# Your assignment:
Extract each record and reproduce it exactly.

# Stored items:
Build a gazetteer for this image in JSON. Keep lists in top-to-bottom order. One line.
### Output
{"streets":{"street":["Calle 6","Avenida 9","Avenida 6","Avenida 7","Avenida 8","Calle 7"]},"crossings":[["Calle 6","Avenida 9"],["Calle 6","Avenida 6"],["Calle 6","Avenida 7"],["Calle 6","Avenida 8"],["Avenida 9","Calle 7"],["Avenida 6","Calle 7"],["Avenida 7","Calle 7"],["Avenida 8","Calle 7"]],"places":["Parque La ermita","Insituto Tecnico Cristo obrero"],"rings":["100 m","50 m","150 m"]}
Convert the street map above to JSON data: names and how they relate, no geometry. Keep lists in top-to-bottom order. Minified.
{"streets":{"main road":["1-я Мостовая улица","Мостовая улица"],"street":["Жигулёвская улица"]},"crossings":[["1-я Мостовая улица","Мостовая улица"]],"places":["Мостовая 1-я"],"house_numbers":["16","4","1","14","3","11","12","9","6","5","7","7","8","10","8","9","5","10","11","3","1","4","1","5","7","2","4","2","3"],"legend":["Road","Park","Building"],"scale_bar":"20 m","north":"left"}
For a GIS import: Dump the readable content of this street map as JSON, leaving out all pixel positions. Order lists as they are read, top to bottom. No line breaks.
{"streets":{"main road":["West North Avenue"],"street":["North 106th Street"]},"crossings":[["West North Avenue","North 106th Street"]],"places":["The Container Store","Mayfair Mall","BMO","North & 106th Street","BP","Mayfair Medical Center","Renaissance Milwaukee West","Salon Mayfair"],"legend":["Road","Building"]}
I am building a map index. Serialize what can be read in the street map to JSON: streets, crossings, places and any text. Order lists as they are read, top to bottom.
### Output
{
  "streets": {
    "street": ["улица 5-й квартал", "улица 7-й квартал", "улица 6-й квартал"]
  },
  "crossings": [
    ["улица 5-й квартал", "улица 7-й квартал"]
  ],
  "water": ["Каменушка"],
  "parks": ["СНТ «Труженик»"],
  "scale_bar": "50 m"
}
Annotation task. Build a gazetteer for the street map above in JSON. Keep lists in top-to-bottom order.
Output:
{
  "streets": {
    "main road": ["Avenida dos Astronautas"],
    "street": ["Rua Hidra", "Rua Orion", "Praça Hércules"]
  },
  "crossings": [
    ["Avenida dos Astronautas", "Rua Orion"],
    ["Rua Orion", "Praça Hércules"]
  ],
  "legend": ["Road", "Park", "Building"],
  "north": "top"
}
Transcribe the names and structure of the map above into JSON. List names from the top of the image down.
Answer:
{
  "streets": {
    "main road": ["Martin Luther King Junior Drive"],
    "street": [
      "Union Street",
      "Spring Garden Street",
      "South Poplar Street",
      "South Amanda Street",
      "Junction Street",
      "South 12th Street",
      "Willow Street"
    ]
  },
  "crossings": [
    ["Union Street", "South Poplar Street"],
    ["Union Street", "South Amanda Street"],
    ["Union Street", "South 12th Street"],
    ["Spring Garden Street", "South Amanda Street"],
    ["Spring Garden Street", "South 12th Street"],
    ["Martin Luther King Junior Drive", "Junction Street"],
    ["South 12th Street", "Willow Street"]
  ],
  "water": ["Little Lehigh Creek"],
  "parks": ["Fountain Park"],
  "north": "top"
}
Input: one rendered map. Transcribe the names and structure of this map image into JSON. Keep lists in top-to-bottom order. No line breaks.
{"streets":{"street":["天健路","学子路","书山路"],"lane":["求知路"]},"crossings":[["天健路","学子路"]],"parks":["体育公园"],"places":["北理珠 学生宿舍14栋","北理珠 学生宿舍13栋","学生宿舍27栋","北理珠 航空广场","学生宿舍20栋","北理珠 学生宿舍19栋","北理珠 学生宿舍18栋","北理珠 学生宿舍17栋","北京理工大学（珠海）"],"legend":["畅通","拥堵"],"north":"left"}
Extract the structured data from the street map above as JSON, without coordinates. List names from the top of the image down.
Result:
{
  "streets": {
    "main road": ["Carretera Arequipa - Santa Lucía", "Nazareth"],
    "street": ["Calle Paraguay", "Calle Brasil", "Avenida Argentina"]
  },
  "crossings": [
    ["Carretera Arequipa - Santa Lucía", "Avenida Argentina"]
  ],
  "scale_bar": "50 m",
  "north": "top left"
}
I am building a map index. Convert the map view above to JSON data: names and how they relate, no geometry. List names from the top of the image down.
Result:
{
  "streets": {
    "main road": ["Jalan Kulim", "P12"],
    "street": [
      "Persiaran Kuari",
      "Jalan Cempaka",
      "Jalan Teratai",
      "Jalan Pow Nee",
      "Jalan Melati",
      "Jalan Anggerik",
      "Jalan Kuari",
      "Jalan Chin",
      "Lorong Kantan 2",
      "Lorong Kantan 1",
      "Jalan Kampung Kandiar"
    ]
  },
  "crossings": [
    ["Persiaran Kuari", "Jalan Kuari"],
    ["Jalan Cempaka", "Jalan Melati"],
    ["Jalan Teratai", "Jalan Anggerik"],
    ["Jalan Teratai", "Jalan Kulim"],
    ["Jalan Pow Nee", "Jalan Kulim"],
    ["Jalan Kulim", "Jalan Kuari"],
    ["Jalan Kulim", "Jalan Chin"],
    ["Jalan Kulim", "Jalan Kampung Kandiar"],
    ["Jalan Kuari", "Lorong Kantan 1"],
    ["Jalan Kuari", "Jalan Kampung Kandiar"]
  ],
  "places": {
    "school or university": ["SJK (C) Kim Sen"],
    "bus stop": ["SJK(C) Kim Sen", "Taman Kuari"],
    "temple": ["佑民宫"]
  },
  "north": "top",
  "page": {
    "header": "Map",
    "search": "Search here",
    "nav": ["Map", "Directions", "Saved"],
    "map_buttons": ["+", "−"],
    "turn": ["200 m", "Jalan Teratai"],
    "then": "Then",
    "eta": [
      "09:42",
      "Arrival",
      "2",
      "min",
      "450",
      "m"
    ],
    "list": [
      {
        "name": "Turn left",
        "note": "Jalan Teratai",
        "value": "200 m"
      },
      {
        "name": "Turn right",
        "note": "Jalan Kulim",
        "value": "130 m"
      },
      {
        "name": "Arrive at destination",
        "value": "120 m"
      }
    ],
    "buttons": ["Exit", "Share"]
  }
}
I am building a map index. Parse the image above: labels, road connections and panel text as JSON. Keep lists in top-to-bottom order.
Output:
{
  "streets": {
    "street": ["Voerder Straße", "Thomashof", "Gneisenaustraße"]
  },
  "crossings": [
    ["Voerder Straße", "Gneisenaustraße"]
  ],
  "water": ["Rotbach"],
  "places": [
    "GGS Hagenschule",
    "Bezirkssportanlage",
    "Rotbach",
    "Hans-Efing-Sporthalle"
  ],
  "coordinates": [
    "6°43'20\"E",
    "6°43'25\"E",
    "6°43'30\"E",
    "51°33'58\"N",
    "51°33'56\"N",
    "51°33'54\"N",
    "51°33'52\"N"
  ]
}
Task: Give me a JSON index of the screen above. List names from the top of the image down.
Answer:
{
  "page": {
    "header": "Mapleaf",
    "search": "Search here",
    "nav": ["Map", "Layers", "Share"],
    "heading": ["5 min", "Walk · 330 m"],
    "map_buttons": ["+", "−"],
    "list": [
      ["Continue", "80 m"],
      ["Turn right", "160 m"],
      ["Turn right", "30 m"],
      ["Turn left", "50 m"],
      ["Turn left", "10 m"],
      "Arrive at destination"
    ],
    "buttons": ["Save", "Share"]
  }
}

# Written answer:
Build a gazetteer for this image in JSON. Keep lists in top-to-bottom order. One line.
### Output
{"streets":{"street":["Calle 6","Avenida 9","Avenida 6","Avenida 7","Avenida 8","Calle 7"]},"crossings":[["Calle 6","Avenida 9"],["Calle 6","Avenida 6"],["Calle 6","Avenida 7"],["Calle 6","Avenida 8"],["Avenida 9","Calle 7"],["Avenida 6","Calle 7"],["Avenida 7","Calle 7"],["Avenida 8","Calle 7"]],"places":["Parque La ermita","Insituto Tecnico Cristo obrero"],"rings":["100 m","50 m","150 m"]}
Convert the street map above to JSON data: names and how they relate, no geometry. Keep lists in top-to-bottom order. Minified.
{"streets":{"main road":["1-я Мостовая улица","Мостовая улица"],"street":["Жигулёвская улица"]},"crossings":[["1-я Мостовая улица","Мостовая улица"]],"places":["Мостовая 1-я"],"house_numbers":["16","4","1","14","3","11","12","9","6","5","7","7","8","10","8","9","5","10","11","3","1","4","1","5","7","2","4","2","3"],"legend":["Road","Park","Building"],"scale_bar":"20 m","north":"left"}
For a GIS import: Dump the readable content of this street map as JSON, leaving out all pixel positions. Order lists as they are read, top to bottom. No line breaks.
{"streets":{"main road":["West North Avenue"],"street":["North 106th Street"]},"crossings":[["West North Avenue","North 106th Street"]],"places":["The Container Store","Mayfair Mall","BMO","North & 106th Street","BP","Mayfair Medical Center","Renaissance Milwaukee West","Salon Mayfair"],"legend":["Road","Building"]}
I am building a map index. Serialize what can be read in the street map to JSON: streets, crossings, places and any text. Order lists as they are read, top to bottom.
### Output
{
  "streets": {
    "street": ["улица 5-й квартал", "улица 7-й квартал", "улица 6-й квартал"]
  },
  "crossings": [
    ["улица 5-й квартал", "улица 7-й квартал"]
  ],
  "water": ["Каменушка"],
  "parks": ["СНТ «Труженик»"],
  "scale_bar": "50 m"
}
Annotation task. Build a gazetteer for the street map above in JSON. Keep lists in top-to-bottom order.
Output:
{
  "streets": {
    "main road": ["Avenida dos Astronautas"],
    "street": ["Rua Hidra", "Rua Orion", "Praça Hércules"]
  },
  "crossings": [
    ["Avenida dos Astronautas", "Rua Orion"],
    ["Rua Orion", "Praça Hércules"]
  ],
  "legend": ["Road", "Park", "Building"],
  "north": "top"
}
Transcribe the names and structure of the map above into JSON. List names from the top of the image down.
Answer:
{
  "streets": {
    "main road": ["Martin Luther King Junior Drive"],
    "street": [
      "Union Street",
      "Spring Garden Street",
      "South Poplar Street",
      "South Amanda Street",
      "Junction Street",
      "South 12th Street",
      "Willow Street"
    ]
  },
  "crossings": [
    ["Union Street", "South Poplar Street"],
    ["Union Street", "South Amanda Street"],
    ["Union Street", "South 12th Street"],
    ["Spring Garden Street", "South Amanda Street"],
    ["Spring Garden Street", "South 12th Street"],
    ["Martin Luther King Junior Drive", "Junction Street"],
    ["South 12th Street", "Willow Street"]
  ],
  "water": ["Little Lehigh Creek"],
  "parks": ["Fountain Park"],
  "north": "top"
}
Input: one rendered map. Transcribe the names and structure of this map image into JSON. Keep lists in top-to-bottom order. No line breaks.
{"streets":{"street":["天健路","学子路","书山路"],"lane":["求知路"]},"crossings":[["天健路","学子路"]],"parks":["体育公园"],"places":["北理珠 学生宿舍14栋","北理珠 学生宿舍13栋","学生宿舍27栋","北理珠 航空广场","学生宿舍20栋","北理珠 学生宿舍19栋","北理珠 学生宿舍18栋","北理珠 学生宿舍17栋","北京理工大学（珠海）"],"legend":["畅通","拥堵"],"north":"left"}
Extract the structured data from the street map above as JSON, without coordinates. List names from the top of the image down.
Result:
{
  "streets": {
    "main road": ["Carretera Arequipa - Santa Lucía", "Nazareth"],
    "street": ["Calle Paraguay", "Calle Brasil", "Avenida Argentina"]
  },
  "crossings": [
    ["Carretera Arequipa - Santa Lucía", "Avenida Argentina"]
  ],
  "scale_bar": "50 m",
  "north": "top left"
}
I am building a map index. Convert the map view above to JSON data: names and how they relate, no geometry. List names from the top of the image down.
Result:
{
  "streets": {
    "main road": ["Jalan Kulim", "P12"],
    "street": [
      "Persiaran Kuari",
      "Jalan Cempaka",
      "Jalan Teratai",
      "Jalan Pow Nee",
      "Jalan Melati",
      "Jalan Anggerik",
      "Jalan Kuari",
      "Jalan Chin",
      "Lorong Kantan 2",
      "Lorong Kantan 1",
      "Jalan Kampung Kandiar"
    ]
  },
  "crossings": [
    ["Persiaran Kuari", "Jalan Kuari"],
    ["Jalan Cempaka", "Jalan Melati"],
    ["Jalan Teratai", "Jalan Anggerik"],
    ["Jalan Teratai", "Jalan Kulim"],
    ["Jalan Pow Nee", "Jalan Kulim"],
    ["Jalan Kulim", "Jalan Kuari"],
    ["Jalan Kulim", "Jalan Chin"],
    ["Jalan Kulim", "Jalan Kampung Kandiar"],
    ["Jalan Kuari", "Lorong Kantan 1"],
    ["Jalan Kuari", "Jalan Kampung Kandiar"]
  ],
  "places": {
    "school or university": ["SJK (C) Kim Sen"],
    "bus stop": ["SJK(C) Kim Sen", "Taman Kuari"],
    "temple": ["佑民宫"]
  },
  "north": "top",
  "page": {
    "header": "Map",
    "search": "Search here",
    "nav": ["Map", "Directions", "Saved"],
    "map_buttons": ["+", "−"],
    "turn": ["200 m", "Jalan Teratai"],
    "then": "Then",
    "eta": [
      "09:42",
      "Arrival",
      "2",
      "min",
      "450",
      "m"
    ],
    "list": [
      {
        "name": "Turn left",
        "note": "Jalan Teratai",
        "value": "200 m"
      },
      {
        "name": "Turn right",
        "note": "Jalan Kulim",
        "value": "130 m"
      },
      {
        "name": "Arrive at destination",
        "value": "120 m"
      }
    ],
    "buttons": ["Exit", "Share"]
  }
}
I am building a map index. Parse the image above: labels, road connections and panel text as JSON. Keep lists in top-to-bottom order.
Output:
{
  "streets": {
    "street": ["Voerder Straße", "Thomashof", "Gneisenaustraße"]
  },
  "crossings": [
    ["Voerder Straße", "Gneisenaustraße"]
  ],
  "water": ["Rotbach"],
  "places": [
    "GGS Hagenschule",
    "Bezirkssportanlage",
    "Rotbach",
    "Hans-Efing-Sporthalle"
  ],
  "coordinates": [
    "6°43'20\"E",
    "6°43'25\"E",
    "6°43'30\"E",
    "51°33'58\"N",
    "51°33'56\"N",
    "51°33'54\"N",
    "51°33'52\"N"
  ]
}
Task: Give me a JSON index of the screen above. List names from the top of the image down.
Answer:
{
  "page": {
    "header": "Mapleaf",
    "search": "Search here",
    "nav": ["Map", "Layers", "Share"],
    "heading": ["5 min", "Walk · 330 m"],
    "map_buttons": ["+", "−"],
    "list": [
      ["Continue", "80 m"],
      ["Turn right", "160 m"],
      ["Turn right", "30 m"],
      ["Turn left", "50 m"],
      ["Turn left", "10 m"],
      "Arrive at destination"
    ],
    "buttons": ["Save", "Share"]
  }
}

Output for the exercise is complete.